Extracted data section start
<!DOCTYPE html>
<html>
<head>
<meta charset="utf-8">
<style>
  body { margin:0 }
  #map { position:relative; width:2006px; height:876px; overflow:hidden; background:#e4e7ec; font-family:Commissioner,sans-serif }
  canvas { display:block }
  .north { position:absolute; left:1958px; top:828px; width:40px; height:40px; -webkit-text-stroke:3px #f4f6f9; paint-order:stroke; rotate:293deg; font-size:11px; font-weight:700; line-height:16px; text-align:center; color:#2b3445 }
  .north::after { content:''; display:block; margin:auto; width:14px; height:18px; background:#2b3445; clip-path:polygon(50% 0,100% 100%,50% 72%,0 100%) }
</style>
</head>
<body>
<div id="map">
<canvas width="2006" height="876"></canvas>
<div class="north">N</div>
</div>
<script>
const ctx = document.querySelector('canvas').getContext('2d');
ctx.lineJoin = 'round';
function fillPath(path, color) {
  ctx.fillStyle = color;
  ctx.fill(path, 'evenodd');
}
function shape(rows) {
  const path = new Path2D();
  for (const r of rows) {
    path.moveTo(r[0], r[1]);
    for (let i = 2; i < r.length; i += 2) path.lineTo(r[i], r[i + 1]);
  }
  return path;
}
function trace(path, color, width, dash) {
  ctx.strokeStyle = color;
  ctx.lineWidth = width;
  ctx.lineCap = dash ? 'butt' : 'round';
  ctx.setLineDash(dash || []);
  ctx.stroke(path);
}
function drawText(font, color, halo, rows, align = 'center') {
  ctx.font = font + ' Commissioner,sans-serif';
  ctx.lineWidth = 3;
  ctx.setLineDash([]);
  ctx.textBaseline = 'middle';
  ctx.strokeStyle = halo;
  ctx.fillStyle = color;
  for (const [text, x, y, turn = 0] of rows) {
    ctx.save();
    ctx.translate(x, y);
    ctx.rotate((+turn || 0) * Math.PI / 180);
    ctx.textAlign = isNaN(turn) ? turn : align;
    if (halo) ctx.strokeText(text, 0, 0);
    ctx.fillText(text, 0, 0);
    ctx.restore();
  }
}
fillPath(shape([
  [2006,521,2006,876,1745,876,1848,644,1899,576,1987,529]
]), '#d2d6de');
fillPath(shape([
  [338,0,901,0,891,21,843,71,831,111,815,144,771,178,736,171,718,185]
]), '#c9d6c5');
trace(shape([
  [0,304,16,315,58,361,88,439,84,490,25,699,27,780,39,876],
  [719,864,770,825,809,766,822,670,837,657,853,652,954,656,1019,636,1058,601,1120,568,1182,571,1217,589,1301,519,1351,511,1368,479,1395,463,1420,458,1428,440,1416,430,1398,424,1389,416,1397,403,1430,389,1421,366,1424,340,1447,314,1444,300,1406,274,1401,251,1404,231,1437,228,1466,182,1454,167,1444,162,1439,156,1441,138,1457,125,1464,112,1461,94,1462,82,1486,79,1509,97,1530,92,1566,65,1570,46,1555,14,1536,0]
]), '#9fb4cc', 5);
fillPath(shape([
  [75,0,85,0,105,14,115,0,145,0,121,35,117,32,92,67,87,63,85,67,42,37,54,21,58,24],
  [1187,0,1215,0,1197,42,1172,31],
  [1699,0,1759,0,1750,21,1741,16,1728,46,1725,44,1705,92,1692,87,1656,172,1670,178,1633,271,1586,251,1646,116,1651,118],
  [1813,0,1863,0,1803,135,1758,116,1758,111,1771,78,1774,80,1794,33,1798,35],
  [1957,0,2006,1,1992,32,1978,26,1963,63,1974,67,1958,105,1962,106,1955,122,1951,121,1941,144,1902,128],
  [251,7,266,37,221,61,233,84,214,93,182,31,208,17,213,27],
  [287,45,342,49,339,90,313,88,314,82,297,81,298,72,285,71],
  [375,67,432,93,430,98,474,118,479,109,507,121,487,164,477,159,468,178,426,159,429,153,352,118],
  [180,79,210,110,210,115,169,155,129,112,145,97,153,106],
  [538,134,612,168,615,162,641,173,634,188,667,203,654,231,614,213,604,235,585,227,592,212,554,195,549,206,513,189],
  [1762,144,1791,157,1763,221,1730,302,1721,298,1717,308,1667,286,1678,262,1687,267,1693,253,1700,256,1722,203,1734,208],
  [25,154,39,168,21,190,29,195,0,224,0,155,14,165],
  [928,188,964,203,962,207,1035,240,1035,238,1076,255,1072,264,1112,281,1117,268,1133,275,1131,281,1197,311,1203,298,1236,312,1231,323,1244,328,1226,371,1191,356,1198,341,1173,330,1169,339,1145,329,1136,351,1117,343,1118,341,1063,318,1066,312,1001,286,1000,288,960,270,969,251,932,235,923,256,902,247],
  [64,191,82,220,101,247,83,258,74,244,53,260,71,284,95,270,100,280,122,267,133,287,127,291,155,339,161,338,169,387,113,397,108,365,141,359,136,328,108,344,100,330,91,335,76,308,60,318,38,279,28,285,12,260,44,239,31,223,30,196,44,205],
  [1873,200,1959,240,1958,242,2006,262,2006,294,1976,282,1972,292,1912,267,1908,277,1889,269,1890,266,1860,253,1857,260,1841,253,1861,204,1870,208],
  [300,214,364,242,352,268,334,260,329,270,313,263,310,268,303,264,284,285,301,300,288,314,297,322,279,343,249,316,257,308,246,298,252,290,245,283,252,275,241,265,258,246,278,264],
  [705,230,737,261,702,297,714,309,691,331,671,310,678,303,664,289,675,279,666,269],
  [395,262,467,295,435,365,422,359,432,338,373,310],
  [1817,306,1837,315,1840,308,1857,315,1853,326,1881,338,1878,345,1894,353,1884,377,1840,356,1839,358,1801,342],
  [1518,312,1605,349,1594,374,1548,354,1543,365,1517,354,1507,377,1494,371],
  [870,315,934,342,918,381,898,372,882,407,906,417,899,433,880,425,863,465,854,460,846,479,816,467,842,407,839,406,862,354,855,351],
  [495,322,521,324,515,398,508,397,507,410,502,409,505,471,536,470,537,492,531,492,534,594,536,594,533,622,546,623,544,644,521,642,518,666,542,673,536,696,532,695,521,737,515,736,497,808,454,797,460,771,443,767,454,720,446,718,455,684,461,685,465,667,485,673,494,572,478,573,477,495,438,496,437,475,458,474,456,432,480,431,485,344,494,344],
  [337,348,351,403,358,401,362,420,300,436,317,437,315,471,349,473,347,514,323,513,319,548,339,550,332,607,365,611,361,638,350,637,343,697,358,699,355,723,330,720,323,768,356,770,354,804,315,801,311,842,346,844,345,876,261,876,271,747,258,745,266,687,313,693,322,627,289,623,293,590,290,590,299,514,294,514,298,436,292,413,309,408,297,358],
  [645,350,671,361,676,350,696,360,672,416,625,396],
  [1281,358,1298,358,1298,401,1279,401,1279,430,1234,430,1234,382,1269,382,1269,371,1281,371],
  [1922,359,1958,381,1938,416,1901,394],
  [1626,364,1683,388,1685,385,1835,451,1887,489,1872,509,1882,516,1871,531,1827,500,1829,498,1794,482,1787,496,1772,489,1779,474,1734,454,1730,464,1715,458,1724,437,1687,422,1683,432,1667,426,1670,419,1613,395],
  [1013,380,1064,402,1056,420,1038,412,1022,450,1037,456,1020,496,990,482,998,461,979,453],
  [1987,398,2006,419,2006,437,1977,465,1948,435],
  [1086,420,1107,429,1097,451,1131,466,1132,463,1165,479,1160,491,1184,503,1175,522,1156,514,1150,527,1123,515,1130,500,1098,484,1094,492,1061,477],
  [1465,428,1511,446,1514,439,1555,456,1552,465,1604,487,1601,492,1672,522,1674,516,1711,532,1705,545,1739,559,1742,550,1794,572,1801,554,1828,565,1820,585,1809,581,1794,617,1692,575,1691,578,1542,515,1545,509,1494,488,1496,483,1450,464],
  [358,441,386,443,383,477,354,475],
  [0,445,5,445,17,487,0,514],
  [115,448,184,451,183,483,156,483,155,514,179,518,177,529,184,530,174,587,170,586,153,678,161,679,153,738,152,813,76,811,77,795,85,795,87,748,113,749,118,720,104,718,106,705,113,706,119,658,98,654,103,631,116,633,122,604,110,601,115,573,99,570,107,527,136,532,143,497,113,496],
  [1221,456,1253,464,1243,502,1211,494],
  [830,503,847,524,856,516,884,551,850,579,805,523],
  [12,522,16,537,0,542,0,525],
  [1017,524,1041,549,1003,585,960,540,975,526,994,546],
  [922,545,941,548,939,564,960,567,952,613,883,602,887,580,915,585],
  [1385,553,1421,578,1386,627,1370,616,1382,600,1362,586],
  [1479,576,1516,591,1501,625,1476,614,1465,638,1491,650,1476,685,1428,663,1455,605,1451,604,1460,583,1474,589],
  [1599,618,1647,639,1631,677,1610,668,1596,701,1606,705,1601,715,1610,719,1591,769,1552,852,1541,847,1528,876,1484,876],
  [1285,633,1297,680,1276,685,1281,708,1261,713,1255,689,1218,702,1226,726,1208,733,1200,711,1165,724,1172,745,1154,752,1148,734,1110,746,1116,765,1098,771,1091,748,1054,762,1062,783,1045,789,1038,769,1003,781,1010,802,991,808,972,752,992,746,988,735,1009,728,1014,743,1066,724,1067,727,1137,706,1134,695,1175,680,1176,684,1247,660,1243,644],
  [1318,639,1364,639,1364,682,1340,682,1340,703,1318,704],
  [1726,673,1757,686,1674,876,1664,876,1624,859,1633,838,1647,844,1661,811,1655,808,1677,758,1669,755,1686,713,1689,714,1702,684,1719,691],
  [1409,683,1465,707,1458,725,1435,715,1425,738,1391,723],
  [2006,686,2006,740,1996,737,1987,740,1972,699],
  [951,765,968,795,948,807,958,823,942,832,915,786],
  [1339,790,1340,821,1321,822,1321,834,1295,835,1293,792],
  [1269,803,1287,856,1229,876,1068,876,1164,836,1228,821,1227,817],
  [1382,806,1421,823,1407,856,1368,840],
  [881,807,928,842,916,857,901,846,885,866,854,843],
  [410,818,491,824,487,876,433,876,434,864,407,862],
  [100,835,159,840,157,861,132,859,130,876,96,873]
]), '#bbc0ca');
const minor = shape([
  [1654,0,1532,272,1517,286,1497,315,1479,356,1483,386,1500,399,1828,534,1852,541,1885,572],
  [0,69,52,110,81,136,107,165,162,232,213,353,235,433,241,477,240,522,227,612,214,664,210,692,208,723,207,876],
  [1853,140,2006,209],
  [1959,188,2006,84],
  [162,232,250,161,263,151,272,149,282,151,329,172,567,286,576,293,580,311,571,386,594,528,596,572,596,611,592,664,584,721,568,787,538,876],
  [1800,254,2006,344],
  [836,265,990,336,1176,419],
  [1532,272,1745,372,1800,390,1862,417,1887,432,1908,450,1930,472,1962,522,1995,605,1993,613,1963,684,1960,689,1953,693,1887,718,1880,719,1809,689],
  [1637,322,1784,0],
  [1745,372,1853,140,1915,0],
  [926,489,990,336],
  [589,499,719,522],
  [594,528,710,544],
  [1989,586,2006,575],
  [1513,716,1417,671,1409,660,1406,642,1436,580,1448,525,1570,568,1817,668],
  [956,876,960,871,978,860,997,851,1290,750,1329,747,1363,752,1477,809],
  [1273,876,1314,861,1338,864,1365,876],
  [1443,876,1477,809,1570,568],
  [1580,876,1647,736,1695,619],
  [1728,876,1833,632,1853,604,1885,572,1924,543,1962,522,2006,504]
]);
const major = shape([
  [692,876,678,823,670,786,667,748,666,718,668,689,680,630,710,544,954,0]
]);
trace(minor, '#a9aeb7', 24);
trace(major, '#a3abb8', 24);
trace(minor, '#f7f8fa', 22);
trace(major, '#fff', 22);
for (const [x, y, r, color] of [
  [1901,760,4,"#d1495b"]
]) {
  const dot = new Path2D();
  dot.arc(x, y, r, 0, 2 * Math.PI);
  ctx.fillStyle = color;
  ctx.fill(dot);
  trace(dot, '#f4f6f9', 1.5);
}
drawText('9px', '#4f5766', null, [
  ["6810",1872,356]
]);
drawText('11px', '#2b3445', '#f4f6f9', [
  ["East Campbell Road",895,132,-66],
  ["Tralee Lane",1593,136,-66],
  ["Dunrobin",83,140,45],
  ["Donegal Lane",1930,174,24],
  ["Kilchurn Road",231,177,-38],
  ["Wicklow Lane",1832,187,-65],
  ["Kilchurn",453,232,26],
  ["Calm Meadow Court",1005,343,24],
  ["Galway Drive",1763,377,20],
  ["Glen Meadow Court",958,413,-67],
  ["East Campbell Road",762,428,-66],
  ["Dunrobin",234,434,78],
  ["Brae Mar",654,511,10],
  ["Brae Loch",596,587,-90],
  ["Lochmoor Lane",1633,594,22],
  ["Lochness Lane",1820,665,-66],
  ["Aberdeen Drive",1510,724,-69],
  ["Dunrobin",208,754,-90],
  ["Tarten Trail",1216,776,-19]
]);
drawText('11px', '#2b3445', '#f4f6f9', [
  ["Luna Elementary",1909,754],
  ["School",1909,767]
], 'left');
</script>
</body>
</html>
Extracted data section end
Required action: From the lines above, copy those that contain the word "setLineDash".

Completed task:
  ctx.setLineDash(dash || []);
  ctx.setLineDash([]);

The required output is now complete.